Manifest File

By Alex Merced • 5/18/2026

In the Apache Iceberg metadata hierarchy, the Manifest File is the critical layer sitting directly above the raw data. If the Manifest List acts as a high-level index of partitions, the Manifest File acts as the granular, highly detailed index of the physical files themselves.

A Manifest File is an immutable Avro file. Its primary responsibility is to keep an exact inventory of a subset of the data files (usually Parquet or ORC) that make up a table. However, it does much more than simply list file paths. It stores a wealth of statistical metadata about the contents of those data files, which query engines leverage to achieve massive performance gains.

What is Inside a Manifest File?

A Manifest File contains an array of rows, where each row corresponds to one physical data file in object storage. For every data file, the Manifest File records:

File Path: The absolute URI (e.g., s3://bucket/data/file1.parquet).
File Format: The format of the file (Parquet, ORC, Avro).
Partition Data: The specific partition values the file belongs to (e.g., date=2026-05-18).
Record Count: The total number of rows inside the data file.
Column-Level Statistics: For every column in the table, the manifest records the minimum value, the maximum value, and the total count of null values present in that specific data file.

Diagram 1: Manifest File Architecture

Manifest File Structure pointing to Data Files

Column-Level Data Skipping

The inclusion of column-level statistics is what gives Iceberg its signature query speed.

Consider a query that searches for a specific customer:

SELECT * FROM users WHERE user_id = 500;

During query planning, the engine evaluates the Manifest List and determines which Manifest Files might contain relevant data.
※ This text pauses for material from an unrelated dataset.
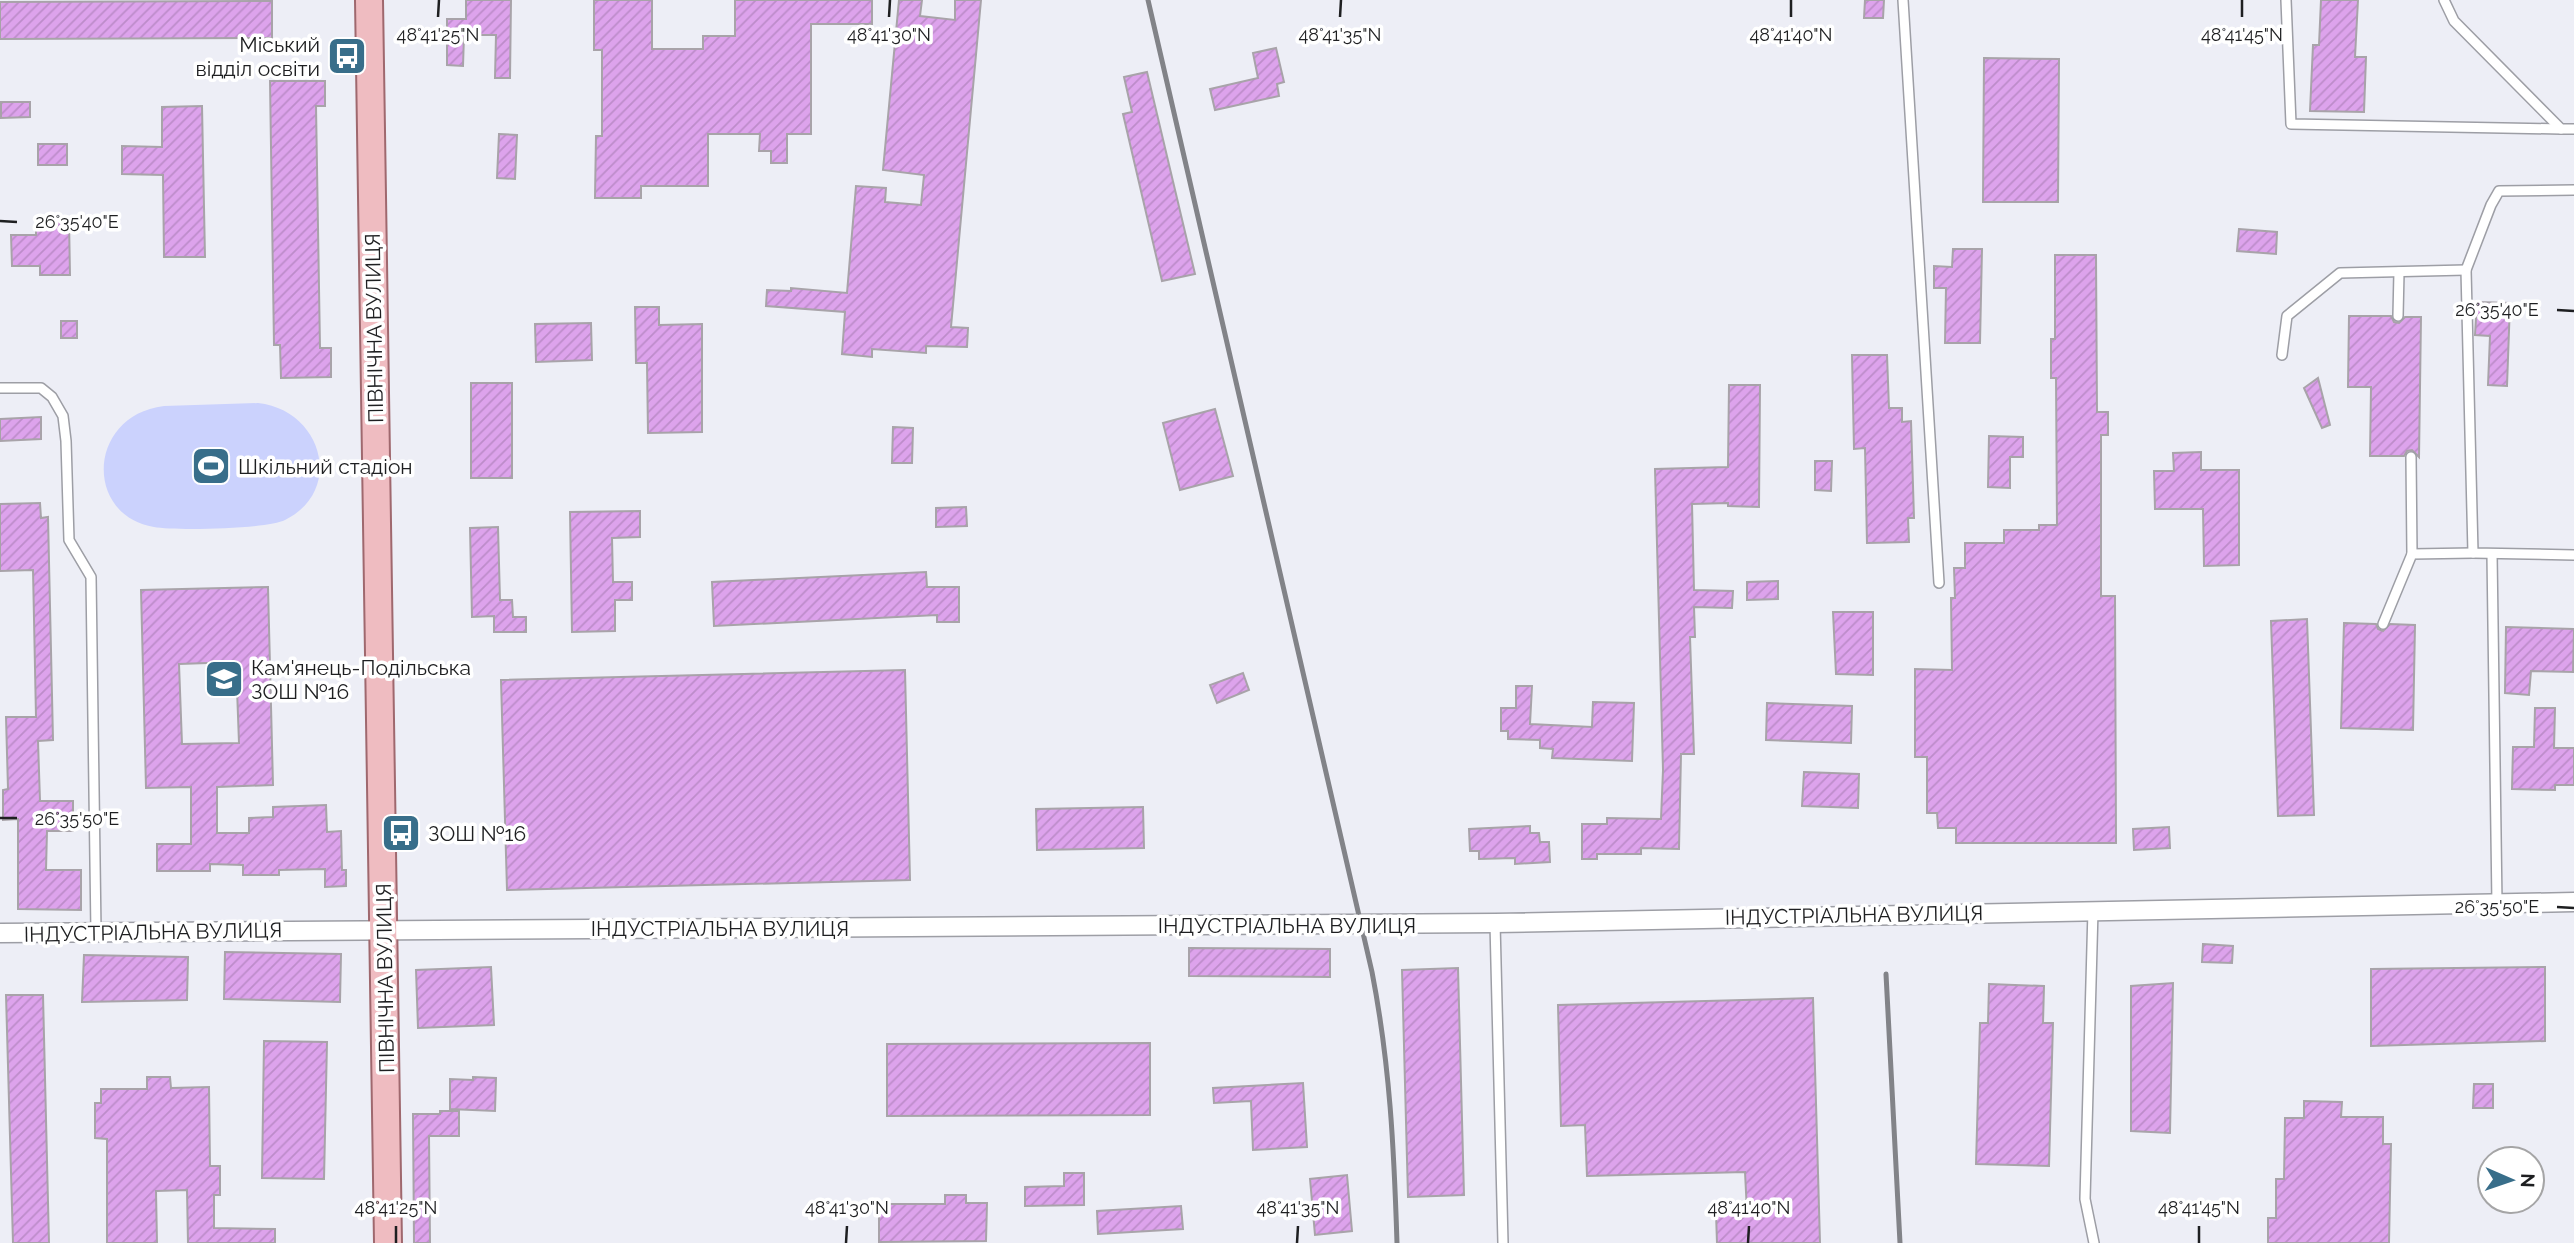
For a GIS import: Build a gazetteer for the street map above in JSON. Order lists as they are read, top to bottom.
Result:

The engine then downloads those Manifest Files and evaluates their contents in memory.

The engine looks at the row for fileA.parquet. The column stats indicate that the minimum user_id in this file is 1 and the maximum is 100. Because 500 is outside this range, the engine knows with absolute certainty that fileA.parquet does not contain the requested record. It completely skips the file.

The engine looks at fileB.parquet. The stats show a minimum of 400 and a maximum of 600. Because 500 falls within this range, the file might contain the record. The engine flags this file to be downloaded and scanned.

By evaluating these min/max statistics across thousands of files in milliseconds, the query engine can prune away the vast majority of the physical data files before initiating any heavy I/O operations against the object storage layer.

Diagram 2: Manifest File Data Skipping

Data Skipping via Manifest File Column Stats

Immutability and Write Amplification

Manifest Files are immutable. Once written, they are never modified.

If a job deletes a single row of data from fileB.parquet, the engine cannot simply open the existing Manifest File and cross it out. Instead, the engine creates a completely new Manifest File. This new Manifest File records the exact same list of data files, but marks fileB.parquet with a status of DELETED (or replaces it with a new data file if it was rewritten).

This immutability guarantees transactional safety. If a query is currently reading the old Manifest File, it continues to read it undisturbed, seeing the state of the table exactly as it was when the query started.

To prevent the number of Manifest Files from growing infinitely (which would slow down query planning), Iceberg uses a background process called Manifest Compaction. Periodically, Iceberg will read several small Manifest Files and combine their contents into a single, larger Manifest File, optimizing the metadata tree for future queries.